500 Club in Clovis began as a saloon

Question: What is the history of the 500 Club building in Old Town Clovis? Did a church once meet upstairs?

– Al Verret, Clovis

Answer: The two-story red brick building at Fifth Street and Clovis Avenue was built as a saloon and billiard hall by Nestor Freitas between 1906 and 1909, said Louis Sarantos, who runs the 500 Club.

The fledgling Our Lady of Perpetual Help church celebrated its first mass on March 6, 1909, in a hall upstairs in the Robert E. Good building, on the northwest corner of Fifth and Clovis.

Not long after, the church moved its services to the hall above Freitas’ saloon, across the street on the southwest corner.

In 1913, the congregation built its first church, a wood-frame structure, at Eighth Street and DeWitt Avenue.

Sarantos said his family has leased the 500 Club building since 1953. At that time, it was called the Clovis Park Inn, named after a shady park that once stood on the northeast corner of Fifth and Clovis.

The original red brick building measures about 75 feet by 25 feet, Sarantos said. Most of the top floor of the building is a hall, but there also is a one-bedroom apartment complete with bathroom and kitchen upstairs.

The Sarantos family added a card room and improved parking in 1974, and remodeled the inside of the original building in 1984.

Q: I attended Jane Addams school through the ninth grade, when it was still a junior high. Did the school originally have a different name?

– Conrad Sanborn, Clovis

A: The forerunner of Jane Addams Elementary was a small school called Teilman Number Two.

When the school was built in 1911 at McKinley and Hughes avenues, it became the second school in the Teilman School District.

The district’s first school — Teilman Number One — was built in the Western Stick-style at Teilman Avenue and Divisadero Street in about 1900. The campus was vacated in 1977.

When the district merged with the Fresno Unified School District in 1931, Teilman Number Two was renamed for Jane Addams because the Fresno Unified school board decided to rename the school for a woman, said district spokeswoman Susan Bedi.

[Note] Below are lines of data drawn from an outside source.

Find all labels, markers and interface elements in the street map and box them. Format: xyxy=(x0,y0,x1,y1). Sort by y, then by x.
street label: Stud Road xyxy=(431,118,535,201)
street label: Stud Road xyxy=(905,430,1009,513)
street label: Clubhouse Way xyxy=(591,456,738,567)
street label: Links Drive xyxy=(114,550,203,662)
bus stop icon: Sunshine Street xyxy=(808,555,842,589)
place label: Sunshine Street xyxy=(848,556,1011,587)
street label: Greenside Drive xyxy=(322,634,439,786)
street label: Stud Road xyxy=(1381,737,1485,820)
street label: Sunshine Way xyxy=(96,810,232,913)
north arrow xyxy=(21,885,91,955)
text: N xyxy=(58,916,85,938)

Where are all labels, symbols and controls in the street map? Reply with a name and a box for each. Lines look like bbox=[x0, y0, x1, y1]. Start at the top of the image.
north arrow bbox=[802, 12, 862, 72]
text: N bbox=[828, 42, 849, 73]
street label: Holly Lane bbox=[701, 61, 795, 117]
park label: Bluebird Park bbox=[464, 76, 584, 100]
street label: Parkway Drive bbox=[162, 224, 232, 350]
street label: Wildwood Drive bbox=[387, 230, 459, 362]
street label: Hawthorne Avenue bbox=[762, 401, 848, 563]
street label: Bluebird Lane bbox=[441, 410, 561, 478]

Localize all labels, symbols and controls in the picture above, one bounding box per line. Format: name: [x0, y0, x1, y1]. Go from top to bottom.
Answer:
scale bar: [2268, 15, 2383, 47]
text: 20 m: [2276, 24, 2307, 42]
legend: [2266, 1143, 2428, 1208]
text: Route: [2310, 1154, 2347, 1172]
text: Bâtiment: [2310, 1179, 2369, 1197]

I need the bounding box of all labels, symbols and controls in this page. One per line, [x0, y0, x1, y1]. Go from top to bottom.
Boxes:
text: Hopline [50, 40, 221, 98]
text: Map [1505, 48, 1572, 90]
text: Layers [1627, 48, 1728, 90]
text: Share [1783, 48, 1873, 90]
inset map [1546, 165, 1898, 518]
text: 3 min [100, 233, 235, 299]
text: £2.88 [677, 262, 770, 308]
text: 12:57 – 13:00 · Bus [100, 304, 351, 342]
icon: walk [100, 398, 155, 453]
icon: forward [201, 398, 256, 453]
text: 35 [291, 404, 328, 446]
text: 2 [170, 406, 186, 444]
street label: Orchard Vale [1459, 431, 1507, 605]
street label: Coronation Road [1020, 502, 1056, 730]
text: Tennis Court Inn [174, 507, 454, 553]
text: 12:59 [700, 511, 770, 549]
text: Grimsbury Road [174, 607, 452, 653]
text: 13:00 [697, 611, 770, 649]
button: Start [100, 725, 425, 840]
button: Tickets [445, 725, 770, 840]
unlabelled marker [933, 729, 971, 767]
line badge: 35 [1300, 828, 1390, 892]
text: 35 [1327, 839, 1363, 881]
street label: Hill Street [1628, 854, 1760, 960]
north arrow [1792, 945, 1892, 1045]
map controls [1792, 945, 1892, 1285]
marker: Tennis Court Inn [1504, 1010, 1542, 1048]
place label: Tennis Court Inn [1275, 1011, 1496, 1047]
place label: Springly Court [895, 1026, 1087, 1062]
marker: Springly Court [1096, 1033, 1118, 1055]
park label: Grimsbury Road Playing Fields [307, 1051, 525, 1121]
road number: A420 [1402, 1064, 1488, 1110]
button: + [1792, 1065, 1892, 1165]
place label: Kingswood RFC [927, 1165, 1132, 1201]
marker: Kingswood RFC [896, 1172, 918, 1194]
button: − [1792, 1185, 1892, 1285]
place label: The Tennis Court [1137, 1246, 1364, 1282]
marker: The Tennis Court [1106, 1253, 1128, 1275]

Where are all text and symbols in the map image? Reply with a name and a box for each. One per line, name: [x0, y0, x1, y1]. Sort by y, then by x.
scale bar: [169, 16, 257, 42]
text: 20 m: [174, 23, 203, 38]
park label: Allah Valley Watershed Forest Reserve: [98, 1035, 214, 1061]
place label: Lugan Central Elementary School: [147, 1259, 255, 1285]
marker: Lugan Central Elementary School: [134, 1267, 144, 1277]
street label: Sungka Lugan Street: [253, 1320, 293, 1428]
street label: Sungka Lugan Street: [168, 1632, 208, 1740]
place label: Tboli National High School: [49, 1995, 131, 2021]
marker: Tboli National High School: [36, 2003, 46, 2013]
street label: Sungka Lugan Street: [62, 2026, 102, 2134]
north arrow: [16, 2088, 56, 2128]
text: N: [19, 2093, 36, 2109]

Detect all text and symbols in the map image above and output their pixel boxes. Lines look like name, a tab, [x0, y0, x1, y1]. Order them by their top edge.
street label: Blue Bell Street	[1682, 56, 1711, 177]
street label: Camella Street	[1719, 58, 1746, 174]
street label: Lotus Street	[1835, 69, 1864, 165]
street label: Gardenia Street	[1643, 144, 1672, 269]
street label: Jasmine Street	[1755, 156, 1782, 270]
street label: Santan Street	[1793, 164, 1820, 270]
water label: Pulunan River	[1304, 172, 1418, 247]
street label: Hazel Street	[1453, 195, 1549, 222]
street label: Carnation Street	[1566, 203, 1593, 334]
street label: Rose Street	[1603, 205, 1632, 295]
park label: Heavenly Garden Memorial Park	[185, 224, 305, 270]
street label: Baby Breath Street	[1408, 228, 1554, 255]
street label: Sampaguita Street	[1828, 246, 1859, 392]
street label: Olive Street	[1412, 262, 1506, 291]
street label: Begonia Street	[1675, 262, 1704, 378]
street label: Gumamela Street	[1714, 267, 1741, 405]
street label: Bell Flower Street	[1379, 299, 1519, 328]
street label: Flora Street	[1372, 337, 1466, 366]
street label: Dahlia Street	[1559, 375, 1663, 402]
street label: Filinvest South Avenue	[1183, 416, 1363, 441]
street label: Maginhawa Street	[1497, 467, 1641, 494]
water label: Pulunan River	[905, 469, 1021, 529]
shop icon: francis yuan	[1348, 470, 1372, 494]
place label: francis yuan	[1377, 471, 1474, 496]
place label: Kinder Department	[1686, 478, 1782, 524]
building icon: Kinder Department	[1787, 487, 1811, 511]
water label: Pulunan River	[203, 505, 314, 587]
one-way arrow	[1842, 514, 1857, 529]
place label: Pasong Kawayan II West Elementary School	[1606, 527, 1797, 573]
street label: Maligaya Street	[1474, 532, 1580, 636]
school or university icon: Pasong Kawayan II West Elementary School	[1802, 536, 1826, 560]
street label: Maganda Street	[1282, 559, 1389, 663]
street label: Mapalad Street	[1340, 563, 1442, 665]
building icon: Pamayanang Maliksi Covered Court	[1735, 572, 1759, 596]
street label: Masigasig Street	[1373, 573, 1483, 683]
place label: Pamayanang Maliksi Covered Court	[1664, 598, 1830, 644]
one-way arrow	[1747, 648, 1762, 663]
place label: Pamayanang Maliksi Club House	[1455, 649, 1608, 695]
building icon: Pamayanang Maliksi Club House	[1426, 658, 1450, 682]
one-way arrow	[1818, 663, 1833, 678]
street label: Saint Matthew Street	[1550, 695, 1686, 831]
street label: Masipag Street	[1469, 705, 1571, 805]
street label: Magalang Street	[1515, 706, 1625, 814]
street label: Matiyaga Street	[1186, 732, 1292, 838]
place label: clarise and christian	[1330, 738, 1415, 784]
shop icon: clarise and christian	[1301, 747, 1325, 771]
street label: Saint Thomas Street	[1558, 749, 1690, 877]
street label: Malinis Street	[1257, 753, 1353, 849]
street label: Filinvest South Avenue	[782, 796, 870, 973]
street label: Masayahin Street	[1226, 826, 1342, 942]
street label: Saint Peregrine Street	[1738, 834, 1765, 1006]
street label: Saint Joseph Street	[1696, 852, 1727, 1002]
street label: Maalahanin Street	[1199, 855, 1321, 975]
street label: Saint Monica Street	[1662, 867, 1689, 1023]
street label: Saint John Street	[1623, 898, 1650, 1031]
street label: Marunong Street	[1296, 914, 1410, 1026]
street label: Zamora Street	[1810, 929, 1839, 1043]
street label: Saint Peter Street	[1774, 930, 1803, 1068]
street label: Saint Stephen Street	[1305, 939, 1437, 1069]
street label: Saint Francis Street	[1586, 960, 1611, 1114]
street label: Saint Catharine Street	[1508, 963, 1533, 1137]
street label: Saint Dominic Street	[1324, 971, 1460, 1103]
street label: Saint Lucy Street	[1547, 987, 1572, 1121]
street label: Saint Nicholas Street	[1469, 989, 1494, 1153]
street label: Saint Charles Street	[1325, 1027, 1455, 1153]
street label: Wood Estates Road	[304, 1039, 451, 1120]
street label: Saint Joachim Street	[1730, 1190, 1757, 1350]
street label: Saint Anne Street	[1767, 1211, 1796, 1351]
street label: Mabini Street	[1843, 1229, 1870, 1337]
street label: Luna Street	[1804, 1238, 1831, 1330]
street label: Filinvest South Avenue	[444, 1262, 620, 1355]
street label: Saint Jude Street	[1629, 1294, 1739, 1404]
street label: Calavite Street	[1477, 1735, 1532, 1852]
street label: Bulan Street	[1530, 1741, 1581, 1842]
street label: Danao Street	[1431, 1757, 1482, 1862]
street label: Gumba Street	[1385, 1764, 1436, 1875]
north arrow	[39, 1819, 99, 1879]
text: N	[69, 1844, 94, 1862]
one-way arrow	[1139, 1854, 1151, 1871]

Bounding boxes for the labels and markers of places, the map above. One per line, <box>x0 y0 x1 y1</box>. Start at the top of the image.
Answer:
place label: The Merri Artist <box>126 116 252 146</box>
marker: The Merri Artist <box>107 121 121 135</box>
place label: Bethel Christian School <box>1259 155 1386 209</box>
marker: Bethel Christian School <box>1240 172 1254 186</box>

Addams was a social reformer and pacifist who championed women’s rights. She established Hull House in Chicago in 1889 to help immigrants and the poor in the neighborhood. She was the first woman to receive the Nobel Peace Prize, in 1931. Addams died in 1935.

Teilman Number Two was demolished some years after the merger and the current school was built on the site.

Teilman Avenue and the Teilman schools were named for Ingvart T. Teilman. One of the signers of Fresno’s articles of incorporation in 1885, Teilman was appointed city engineer in 1887 and designed the city’s sewer system.

The spacious two-story Italian Villa-style home Teilman built at Teilman Avenue and Kearney Boulevard in 1915 is listed on the Local Register of Historic Resources.

Q: Was there ever a streetcar on Van Ness Avenue just north of Fresno High School?

– Vince Correll, Fresno

A: The Fresno Traction Co. did not have a streetcar line on Van Ness Avenue, but part of the company’s Wishon Line passed just one block away from Fresno High School.

The Wishon line began in downtown Fresno and ran along Wishon Avenue north of Olive Avenue.

Fresno High School faces Echo Avenue and is bounded also by McKinley, Palm and Weldon avenues. Echo Avenue becomes Van Ness Avenue north of Weldon Avenue.

The Wishon line was one of the major routes of the streetcar company, which operated from 1902 to 1939.